Malaysia’s export unexpectedly fell for a second straight month in April, by 0.1% y-y, the same as the decline in March. By trading partners on m-m basis, the growth of export to Singapore slowed down to 1.1%, compared to the 3.7% m-m gain in March. Shipment to US dropped 7.7% m-m, reversing the 11.4% m-m gain in March. Growth of export to China slowed down to 5.6% m-m, compared to 8.6% m-m gain in March. With the increasing global uncertainty, the on-going declining trade balance would likely drag down the nation’s whole year GDP growth to between 5% and 6%.

EQUITY MARKETS:
Global equity's rebound looks strong (even the STI closed the gap and then some), but we believe is still technical in nature. For the rebound to transform from a technical one into something more, much more needs to happen on the fundamentals front. The ECB's rate cut did not materialize, except to say that Draghi reassured markets that the ECB "stands ready to act" as the economy "faces increased downside risks". While current LTRO will be extended till Jan 2013, there was no new offering as it he didn't think "it would be right for the ECB to fill other institutions' lack of action. Between a slowing global economy and macro risk from a Euro breakup weighing on the larger trend for stocks, we are looking for a wave of policy action for a sustained short-term rebound (see general guidance below). Some short term market positives already lurk in the background:
(1) risk of a Greek exit may have receded as New Democracy leads Syriza in 7 opinion polls
(2) China has been posturing heavily for a stimulus program
(3) a slowing US economy is raising the odds for QE3/twist2.
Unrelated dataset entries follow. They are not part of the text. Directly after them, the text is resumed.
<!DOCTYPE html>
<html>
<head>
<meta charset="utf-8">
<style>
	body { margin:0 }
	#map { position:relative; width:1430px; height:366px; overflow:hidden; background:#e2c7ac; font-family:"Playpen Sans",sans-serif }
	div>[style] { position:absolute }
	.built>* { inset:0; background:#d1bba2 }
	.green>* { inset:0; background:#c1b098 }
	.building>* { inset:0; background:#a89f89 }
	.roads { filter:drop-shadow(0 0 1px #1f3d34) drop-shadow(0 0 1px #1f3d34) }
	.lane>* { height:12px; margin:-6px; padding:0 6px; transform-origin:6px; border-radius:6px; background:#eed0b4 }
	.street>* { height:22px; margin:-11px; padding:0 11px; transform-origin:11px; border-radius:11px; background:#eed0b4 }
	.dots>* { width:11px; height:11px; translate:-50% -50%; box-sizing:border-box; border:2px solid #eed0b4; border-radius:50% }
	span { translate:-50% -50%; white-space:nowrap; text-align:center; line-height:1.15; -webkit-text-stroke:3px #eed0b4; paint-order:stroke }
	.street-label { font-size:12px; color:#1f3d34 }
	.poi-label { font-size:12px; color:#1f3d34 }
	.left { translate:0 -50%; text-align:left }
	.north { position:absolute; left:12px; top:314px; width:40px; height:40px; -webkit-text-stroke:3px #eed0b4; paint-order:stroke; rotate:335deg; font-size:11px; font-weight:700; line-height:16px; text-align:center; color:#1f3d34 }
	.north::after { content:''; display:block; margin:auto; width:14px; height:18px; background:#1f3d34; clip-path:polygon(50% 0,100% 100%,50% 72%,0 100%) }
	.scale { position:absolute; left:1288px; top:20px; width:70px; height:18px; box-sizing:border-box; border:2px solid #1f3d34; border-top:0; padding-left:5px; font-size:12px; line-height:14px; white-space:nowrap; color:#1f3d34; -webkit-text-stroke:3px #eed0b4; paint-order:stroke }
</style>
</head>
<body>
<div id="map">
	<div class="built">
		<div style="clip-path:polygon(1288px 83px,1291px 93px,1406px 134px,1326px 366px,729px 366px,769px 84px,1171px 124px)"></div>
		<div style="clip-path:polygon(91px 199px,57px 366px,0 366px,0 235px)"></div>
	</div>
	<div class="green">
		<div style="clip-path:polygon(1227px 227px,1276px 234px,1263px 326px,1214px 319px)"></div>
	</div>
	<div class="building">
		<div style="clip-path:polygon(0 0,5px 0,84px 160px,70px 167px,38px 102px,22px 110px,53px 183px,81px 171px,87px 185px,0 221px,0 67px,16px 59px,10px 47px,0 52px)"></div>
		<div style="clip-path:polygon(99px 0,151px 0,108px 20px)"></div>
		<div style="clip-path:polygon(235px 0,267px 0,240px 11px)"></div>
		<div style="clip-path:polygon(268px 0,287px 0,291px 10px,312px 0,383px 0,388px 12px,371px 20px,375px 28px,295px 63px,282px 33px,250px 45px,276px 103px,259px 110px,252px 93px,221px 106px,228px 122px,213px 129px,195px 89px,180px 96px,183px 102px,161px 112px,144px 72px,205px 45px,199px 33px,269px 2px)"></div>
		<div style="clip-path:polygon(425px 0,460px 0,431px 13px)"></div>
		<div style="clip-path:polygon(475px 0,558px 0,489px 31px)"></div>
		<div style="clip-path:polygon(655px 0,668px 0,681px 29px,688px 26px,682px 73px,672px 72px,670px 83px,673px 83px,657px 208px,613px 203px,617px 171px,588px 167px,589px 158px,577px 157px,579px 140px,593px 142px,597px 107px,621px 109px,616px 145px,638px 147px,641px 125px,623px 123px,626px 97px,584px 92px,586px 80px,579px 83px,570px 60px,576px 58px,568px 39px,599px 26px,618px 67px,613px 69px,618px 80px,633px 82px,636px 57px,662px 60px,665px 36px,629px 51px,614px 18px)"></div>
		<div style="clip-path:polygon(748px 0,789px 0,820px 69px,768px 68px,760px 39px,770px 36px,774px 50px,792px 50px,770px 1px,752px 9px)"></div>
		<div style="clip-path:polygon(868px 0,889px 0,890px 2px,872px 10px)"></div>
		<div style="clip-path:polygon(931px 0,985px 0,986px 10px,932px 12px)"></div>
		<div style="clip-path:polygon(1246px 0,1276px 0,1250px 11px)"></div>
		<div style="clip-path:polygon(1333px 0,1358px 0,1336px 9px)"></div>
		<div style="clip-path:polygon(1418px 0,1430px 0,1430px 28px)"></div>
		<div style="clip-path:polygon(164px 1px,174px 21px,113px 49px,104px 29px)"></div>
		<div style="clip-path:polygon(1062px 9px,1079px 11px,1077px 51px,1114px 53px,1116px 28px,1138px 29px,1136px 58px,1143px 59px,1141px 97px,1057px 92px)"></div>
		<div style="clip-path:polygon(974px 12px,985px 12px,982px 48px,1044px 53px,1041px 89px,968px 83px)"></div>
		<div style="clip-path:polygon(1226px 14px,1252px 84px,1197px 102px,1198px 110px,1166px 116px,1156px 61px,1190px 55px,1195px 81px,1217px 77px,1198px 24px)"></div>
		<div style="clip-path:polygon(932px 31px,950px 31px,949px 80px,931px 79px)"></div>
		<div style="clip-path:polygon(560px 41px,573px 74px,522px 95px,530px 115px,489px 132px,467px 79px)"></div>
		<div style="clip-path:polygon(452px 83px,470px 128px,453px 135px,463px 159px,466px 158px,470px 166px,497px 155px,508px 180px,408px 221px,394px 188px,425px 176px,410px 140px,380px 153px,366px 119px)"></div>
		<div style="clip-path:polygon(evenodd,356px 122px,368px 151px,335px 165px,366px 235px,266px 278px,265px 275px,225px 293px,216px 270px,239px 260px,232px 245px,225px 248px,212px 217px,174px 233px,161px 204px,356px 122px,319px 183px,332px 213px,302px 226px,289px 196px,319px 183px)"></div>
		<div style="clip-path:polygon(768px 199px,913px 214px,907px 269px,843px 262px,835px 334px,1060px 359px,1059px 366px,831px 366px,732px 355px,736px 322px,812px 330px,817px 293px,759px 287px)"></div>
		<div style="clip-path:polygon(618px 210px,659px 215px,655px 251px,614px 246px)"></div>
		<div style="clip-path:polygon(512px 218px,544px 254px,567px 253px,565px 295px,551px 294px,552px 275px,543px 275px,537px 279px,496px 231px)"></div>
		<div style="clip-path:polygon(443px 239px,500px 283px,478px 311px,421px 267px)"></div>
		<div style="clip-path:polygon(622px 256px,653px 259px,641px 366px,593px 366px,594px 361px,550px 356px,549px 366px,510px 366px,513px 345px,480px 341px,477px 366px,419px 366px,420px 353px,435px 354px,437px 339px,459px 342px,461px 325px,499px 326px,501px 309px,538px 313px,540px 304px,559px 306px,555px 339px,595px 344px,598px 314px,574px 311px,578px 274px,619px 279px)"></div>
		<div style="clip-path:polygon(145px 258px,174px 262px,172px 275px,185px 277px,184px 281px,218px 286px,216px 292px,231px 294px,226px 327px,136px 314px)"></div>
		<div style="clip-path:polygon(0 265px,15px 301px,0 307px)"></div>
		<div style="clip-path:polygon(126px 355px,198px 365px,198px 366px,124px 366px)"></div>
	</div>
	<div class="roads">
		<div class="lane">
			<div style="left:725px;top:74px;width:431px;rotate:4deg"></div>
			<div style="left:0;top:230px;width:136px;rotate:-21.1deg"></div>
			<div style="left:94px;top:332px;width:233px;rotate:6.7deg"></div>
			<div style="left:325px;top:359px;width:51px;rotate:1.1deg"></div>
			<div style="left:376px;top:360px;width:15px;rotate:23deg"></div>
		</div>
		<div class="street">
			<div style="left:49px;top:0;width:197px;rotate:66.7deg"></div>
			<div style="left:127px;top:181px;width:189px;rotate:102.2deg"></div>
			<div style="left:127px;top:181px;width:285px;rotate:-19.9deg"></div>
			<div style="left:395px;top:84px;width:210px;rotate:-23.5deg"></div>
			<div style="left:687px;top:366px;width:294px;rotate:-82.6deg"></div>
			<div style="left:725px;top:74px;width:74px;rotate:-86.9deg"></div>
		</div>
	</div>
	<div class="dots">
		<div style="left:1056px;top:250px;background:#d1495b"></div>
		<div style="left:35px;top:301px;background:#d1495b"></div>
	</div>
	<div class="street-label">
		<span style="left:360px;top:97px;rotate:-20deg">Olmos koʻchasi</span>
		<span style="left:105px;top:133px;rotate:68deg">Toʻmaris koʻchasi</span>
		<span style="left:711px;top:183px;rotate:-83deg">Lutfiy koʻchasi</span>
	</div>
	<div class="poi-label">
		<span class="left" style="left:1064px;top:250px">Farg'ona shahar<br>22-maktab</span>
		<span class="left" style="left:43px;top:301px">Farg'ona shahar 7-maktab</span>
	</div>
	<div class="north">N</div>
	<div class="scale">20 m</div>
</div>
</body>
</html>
(Our general guidance in our morning notes and formal reports has been, as we weren't confident that econ/earnings data could outperform to drive markets, some combination of policy safety nets needs to occur in order to reverse consolidation/correction - QE3/Twist2, ECB intervention, further loosening by central banks to err on the side of growth as inflation recedes, a major China fiscal policy announcement. Longer term, we are still giving the heads up that post 6th November 12 USA presidential elections, markets could again be challenging going into 2013 - the US and EZ are under current law obliged to undertake tremendous fiscal tightening).